***** Exercise input

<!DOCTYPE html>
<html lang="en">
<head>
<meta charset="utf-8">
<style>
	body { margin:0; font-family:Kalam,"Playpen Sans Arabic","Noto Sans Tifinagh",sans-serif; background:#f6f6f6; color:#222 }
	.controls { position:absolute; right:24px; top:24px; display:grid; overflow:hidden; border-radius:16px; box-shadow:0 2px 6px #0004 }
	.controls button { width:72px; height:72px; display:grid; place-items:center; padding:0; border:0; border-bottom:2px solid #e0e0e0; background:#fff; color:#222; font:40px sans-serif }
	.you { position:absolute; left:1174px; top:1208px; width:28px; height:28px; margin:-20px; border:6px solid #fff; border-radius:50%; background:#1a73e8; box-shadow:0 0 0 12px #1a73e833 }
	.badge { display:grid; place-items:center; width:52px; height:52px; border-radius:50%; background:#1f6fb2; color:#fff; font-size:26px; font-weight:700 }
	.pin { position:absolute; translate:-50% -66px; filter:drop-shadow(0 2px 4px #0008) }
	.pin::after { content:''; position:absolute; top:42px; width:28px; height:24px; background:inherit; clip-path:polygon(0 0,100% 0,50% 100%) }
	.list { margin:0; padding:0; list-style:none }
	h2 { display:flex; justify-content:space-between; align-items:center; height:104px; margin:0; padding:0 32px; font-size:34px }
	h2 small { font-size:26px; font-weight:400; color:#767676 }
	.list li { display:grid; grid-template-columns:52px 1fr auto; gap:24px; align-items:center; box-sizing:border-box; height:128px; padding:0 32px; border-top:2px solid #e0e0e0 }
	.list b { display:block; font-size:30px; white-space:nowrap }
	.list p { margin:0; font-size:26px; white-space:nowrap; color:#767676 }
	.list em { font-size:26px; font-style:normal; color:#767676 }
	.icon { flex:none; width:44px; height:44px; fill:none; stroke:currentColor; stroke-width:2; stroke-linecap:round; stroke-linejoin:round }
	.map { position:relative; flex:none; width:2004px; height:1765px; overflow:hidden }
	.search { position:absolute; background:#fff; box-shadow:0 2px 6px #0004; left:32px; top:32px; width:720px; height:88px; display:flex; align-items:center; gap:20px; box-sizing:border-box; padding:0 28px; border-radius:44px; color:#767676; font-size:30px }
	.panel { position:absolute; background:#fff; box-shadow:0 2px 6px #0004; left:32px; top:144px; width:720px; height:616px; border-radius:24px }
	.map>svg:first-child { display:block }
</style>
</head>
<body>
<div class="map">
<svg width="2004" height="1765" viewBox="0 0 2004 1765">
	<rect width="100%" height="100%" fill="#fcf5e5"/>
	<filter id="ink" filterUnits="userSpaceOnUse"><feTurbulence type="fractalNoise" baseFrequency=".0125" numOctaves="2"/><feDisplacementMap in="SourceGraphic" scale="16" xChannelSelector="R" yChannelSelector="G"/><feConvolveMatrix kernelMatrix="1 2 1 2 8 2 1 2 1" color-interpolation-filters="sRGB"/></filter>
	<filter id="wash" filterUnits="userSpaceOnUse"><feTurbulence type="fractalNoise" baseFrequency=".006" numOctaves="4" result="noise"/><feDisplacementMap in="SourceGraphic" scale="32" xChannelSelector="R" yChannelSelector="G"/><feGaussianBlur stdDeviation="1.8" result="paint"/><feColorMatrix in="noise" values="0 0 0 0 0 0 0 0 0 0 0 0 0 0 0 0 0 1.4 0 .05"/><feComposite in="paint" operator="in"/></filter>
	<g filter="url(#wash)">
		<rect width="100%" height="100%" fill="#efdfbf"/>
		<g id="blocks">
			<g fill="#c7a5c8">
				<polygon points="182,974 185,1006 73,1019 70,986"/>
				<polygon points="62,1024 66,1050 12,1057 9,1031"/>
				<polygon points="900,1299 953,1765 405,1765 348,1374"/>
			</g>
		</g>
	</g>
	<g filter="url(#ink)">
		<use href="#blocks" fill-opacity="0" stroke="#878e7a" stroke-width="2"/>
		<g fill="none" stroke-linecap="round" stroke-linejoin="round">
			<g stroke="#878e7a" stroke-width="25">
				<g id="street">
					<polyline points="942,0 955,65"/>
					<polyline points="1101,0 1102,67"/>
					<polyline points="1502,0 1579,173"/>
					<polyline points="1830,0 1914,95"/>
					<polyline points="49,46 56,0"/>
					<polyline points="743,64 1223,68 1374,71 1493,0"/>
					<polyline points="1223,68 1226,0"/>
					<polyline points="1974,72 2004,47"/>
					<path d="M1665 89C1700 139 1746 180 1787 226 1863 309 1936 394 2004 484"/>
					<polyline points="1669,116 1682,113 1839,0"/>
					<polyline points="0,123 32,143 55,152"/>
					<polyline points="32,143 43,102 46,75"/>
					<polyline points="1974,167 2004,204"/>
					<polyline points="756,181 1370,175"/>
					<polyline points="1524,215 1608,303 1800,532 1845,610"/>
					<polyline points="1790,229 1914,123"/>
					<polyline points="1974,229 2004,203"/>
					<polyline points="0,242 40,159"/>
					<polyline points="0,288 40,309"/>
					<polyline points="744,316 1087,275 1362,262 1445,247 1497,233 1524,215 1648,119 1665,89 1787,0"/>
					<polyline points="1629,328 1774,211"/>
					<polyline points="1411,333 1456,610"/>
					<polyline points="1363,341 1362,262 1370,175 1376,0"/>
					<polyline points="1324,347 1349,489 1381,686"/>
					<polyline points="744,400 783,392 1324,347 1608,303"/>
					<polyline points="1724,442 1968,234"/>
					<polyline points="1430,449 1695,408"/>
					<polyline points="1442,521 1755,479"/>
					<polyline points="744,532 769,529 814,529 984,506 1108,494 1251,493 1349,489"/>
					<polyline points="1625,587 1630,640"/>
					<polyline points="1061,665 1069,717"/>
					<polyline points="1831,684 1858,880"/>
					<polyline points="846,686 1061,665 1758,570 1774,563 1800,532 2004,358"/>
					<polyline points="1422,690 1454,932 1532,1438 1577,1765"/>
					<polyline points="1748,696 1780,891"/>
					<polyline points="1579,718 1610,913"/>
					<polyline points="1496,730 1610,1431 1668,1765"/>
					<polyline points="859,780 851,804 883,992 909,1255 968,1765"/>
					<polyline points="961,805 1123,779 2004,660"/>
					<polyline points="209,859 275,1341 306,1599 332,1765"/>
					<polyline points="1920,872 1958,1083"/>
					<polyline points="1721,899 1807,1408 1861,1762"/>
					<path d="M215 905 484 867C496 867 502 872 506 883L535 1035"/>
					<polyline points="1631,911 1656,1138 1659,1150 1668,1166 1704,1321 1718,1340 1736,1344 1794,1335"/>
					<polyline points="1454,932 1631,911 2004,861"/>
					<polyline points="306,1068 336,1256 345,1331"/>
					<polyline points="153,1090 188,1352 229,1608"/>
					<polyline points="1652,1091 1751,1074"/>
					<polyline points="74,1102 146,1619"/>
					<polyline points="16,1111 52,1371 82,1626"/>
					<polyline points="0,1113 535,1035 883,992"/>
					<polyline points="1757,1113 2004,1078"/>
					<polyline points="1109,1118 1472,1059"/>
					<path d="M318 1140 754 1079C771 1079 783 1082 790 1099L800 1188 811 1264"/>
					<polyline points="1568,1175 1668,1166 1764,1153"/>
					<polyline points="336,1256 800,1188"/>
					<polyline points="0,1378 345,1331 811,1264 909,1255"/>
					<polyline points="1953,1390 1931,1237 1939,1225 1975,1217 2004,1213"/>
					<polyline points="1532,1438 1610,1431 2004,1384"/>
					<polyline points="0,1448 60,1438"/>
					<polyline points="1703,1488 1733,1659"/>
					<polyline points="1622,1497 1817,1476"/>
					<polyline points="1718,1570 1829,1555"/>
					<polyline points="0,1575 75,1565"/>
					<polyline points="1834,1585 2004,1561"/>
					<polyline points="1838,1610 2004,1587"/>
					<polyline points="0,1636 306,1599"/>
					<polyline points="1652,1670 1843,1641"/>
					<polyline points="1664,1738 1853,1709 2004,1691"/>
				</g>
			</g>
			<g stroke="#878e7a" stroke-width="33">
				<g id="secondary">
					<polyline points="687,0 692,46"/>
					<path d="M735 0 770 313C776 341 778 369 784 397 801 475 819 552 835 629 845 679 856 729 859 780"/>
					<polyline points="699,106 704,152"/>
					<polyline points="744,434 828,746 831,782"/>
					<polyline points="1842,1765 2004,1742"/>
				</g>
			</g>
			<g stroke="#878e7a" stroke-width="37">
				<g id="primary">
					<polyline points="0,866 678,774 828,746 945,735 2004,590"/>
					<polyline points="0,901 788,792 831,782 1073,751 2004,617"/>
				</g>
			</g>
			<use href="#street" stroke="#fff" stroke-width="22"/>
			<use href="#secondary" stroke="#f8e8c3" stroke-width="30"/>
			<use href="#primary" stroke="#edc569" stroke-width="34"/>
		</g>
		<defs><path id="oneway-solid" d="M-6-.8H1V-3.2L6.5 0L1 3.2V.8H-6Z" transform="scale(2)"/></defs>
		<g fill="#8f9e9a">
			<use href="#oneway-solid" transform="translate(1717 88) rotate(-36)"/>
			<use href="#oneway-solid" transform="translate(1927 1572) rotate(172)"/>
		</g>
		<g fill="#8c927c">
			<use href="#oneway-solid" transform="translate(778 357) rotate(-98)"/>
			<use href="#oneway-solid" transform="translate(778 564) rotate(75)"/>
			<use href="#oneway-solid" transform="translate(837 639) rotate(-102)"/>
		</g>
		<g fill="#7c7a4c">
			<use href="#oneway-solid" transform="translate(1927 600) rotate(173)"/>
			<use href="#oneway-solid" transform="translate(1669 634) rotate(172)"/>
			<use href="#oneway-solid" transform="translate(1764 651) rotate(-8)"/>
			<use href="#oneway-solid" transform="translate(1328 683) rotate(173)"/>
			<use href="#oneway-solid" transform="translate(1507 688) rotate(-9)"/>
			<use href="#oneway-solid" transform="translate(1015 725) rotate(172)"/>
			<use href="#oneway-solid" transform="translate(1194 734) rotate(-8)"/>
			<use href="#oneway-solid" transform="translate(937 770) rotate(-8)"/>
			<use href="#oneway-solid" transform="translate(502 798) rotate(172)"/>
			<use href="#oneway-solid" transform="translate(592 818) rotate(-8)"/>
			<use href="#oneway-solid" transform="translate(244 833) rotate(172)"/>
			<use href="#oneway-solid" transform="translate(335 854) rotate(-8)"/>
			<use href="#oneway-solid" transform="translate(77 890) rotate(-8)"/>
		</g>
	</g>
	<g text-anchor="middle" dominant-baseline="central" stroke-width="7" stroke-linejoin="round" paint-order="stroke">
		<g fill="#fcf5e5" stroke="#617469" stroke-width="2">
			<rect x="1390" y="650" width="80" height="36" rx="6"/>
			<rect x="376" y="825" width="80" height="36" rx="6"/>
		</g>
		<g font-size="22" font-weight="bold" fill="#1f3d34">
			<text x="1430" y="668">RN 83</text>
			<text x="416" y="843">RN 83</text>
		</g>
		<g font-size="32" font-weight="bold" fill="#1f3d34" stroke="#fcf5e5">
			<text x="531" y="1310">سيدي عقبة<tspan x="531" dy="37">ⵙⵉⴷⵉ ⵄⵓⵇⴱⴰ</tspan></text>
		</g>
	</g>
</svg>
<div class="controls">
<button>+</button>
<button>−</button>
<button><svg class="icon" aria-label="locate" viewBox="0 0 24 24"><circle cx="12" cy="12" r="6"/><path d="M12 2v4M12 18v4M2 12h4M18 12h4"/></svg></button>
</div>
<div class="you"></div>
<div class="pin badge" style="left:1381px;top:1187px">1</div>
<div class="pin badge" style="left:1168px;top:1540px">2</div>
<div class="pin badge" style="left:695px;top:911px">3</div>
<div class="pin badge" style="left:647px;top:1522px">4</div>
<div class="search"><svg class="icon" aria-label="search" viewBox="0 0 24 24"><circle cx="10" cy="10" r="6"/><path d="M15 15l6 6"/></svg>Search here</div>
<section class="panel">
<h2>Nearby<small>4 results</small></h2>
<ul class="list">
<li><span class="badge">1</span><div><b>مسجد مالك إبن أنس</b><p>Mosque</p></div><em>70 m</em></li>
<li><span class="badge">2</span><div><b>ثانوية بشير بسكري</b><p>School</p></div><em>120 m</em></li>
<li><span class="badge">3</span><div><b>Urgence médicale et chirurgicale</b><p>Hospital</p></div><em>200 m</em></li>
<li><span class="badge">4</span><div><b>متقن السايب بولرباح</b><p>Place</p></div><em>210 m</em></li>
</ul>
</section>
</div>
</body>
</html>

**********

→ Action item: Check each line above for "xChannelSelector" and return the ones that have it.

→ Output:
	<filter id="ink" filterUnits="userSpaceOnUse"><feTurbulence type="fractalNoise" baseFrequency=".0125" numOctaves="2"/><feDisplacementMap in="SourceGraphic" scale="16" xChannelSelector="R" yChannelSelector="G"/><feConvolveMatrix kernelMatrix="1 2 1 2 8 2 1 2 1" color-interpolation-filters="sRGB"/></filter>
	<filter id="wash" filterUnits="userSpaceOnUse"><feTurbulence type="fractalNoise" baseFrequency=".006" numOctaves="4" result="noise"/><feDisplacementMap in="SourceGraphic" scale="32" xChannelSelector="R" yChannelSelector="G"/><feGaussianBlur stdDeviation="1.8" result="paint"/><feColorMatrix in="noise" values="0 0 0 0 0 0 0 0 0 0 0 0 0 0 0 0 0 1.4 0 .05"/><feComposite in="paint" operator="in"/></filter>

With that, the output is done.